In a scholarly context that is increasingly turning to the posthuman, the transhuman, and the virtual, explorations of the embodied experience of age and its cultural resonances offer crucial insights into the uniquely human awareness of the experience of living through time. The study of age offers a fresh perspective on differences across cultures and a means of fostering connections across generations that can seem increasingly disjunctive in a rapidly changing social and technological landscape.
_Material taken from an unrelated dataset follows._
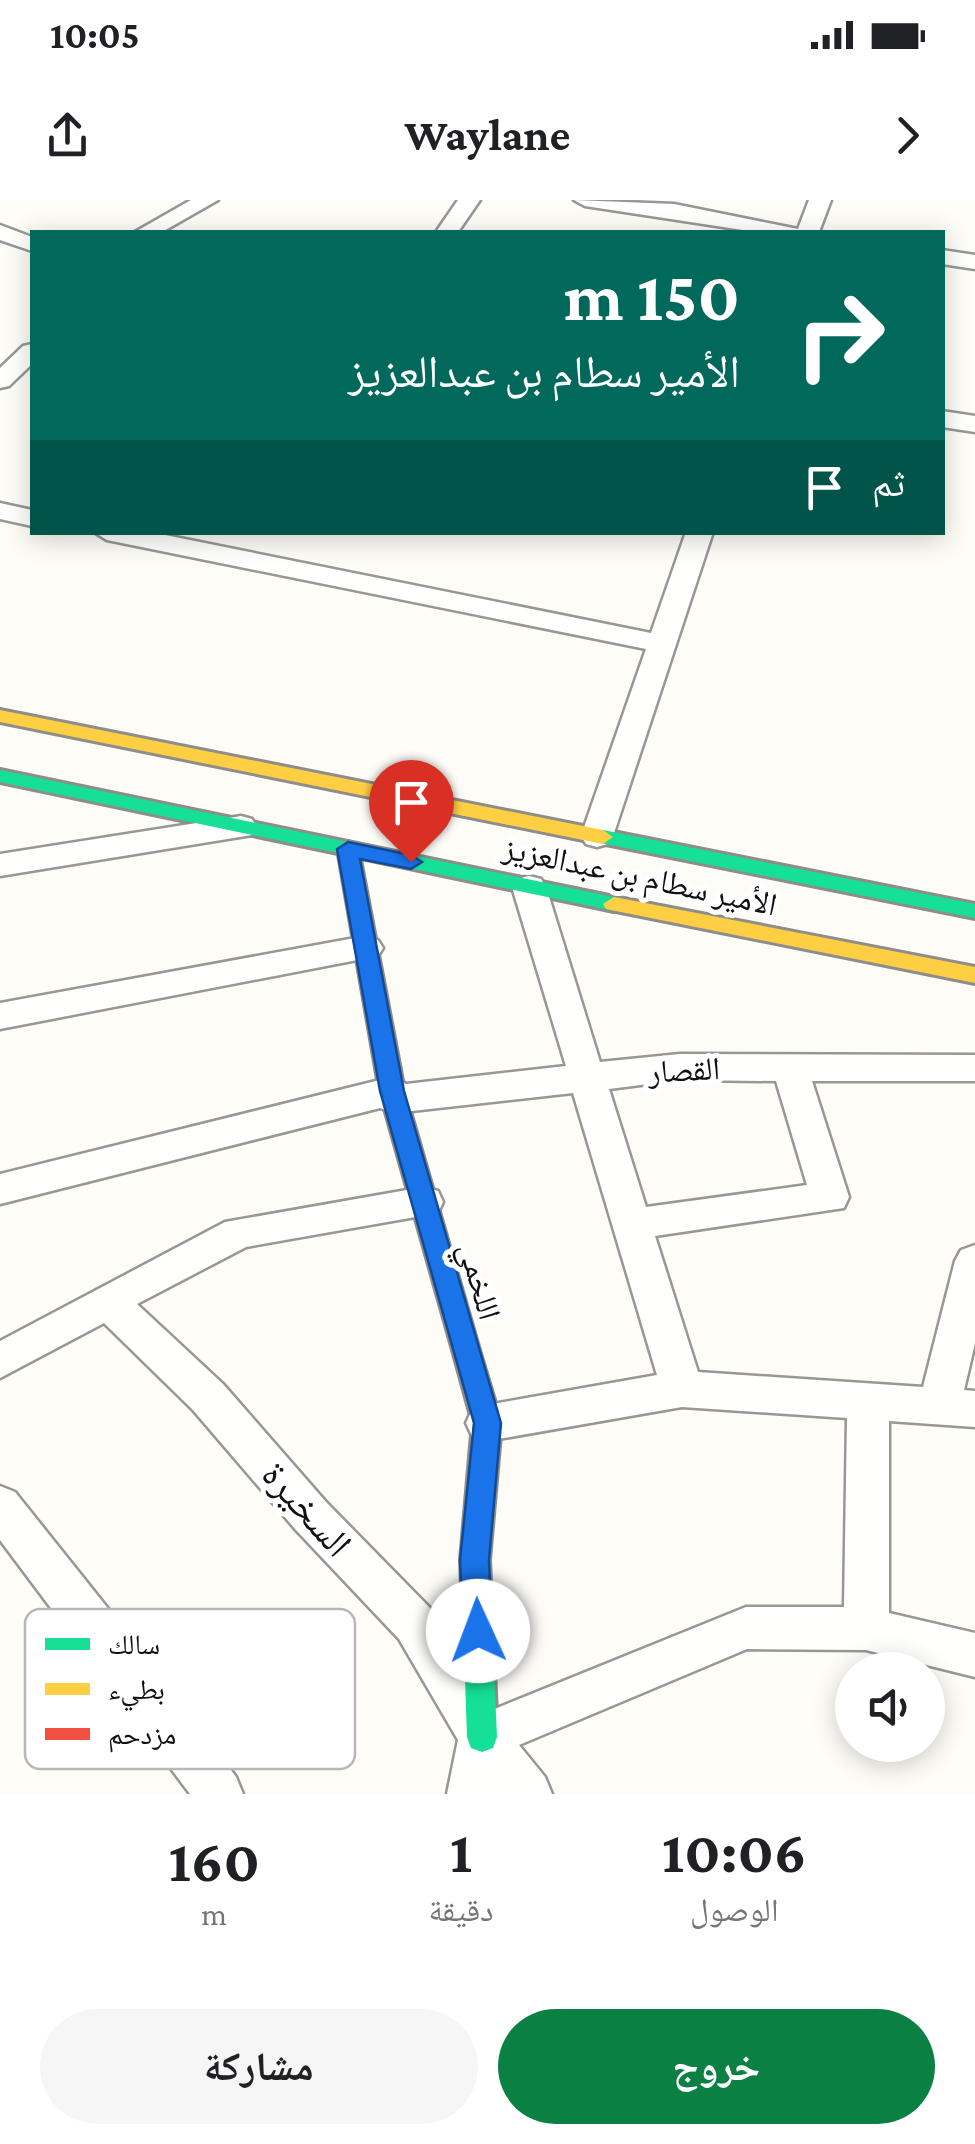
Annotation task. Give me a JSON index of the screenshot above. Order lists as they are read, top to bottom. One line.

By exploring how people think, write, and create art about what it means to age, and by developing critical systems to analyze the cultural vehicles of social power, humanist approaches have an essential role to play in the public discourse about age and aging.

Age, Culture, Humanities appears at a pivotal moment in the field of critical age studies. In 2010, the Journal of Age, Humanities, and the Arts (JAHA), the official publication of the Humanities and Arts Committee of the Gerontological Society of America (GSA), co-edited by Anne Wyatt-Brown and Dana Burr Bradley, was discontinued by its publisher.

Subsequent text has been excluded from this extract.